## EXERCISE BRIEF
Give the records again word for word. Leave every picture out.

Excerpts from a dataset:
⁂

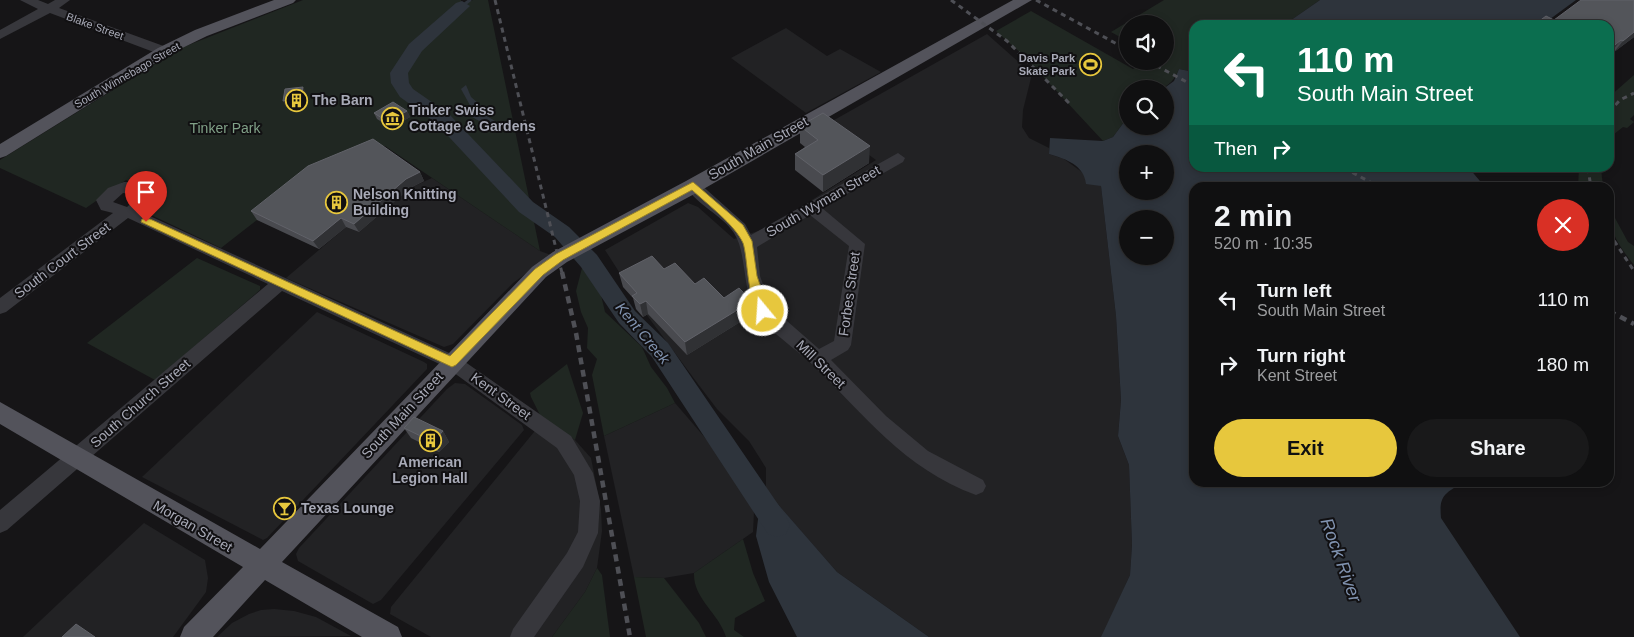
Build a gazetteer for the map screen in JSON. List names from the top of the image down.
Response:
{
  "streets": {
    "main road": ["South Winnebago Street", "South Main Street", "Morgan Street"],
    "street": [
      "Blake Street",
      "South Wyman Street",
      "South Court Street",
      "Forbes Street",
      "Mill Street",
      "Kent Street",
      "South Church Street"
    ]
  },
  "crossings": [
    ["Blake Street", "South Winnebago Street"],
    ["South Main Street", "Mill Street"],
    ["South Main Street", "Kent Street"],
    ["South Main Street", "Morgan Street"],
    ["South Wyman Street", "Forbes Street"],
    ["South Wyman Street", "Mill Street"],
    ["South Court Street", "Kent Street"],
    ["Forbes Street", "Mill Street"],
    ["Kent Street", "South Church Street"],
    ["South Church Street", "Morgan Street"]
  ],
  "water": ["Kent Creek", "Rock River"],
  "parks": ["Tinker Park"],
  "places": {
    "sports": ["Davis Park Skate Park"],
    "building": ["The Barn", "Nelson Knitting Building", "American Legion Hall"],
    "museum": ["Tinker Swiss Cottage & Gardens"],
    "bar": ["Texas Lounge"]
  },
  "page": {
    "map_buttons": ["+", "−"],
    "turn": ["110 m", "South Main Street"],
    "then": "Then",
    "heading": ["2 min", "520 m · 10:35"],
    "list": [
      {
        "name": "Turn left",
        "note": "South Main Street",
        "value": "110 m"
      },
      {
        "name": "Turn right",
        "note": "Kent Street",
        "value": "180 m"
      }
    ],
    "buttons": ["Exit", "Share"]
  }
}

⁂

## PROBLEM SOLUTION
Build a gazetteer for the map screen in JSON. List names from the top of the image down.
Response:
{
  "streets": {
    "main road": ["South Winnebago Street", "South Main Street", "Morgan Street"],
    "street": [
      "Blake Street",
      "South Wyman Street",
      "South Court Street",
      "Forbes Street",
      "Mill Street",
      "Kent Street",
      "South Church Street"
    ]
  },
  "crossings": [
    ["Blake Street", "South Winnebago Street"],
    ["South Main Street", "Mill Street"],
    ["South Main Street", "Kent Street"],
    ["South Main Street", "Morgan Street"],
    ["South Wyman Street", "Forbes Street"],
    ["South Wyman Street", "Mill Street"],
    ["South Court Street", "Kent Street"],
    ["Forbes Street", "Mill Street"],
    ["Kent Street", "South Church Street"],
    ["South Church Street", "Morgan Street"]
  ],
  "water": ["Kent Creek", "Rock River"],
  "parks": ["Tinker Park"],
  "places": {
    "sports": ["Davis Park Skate Park"],
    "building": ["The Barn", "Nelson Knitting Building", "American Legion Hall"],
    "museum": ["Tinker Swiss Cottage & Gardens"],
    "bar": ["Texas Lounge"]
  },
  "page": {
    "map_buttons": ["+", "−"],
    "turn": ["110 m", "South Main Street"],
    "then": "Then",
    "heading": ["2 min", "520 m · 10:35"],
    "list": [
      {
        "name": "Turn left",
        "note": "South Main Street",
        "value": "110 m"
      },
      {
        "name": "Turn right",
        "note": "Kent Street",
        "value": "180 m"
      }
    ],
    "buttons": ["Exit", "Share"]
  }
}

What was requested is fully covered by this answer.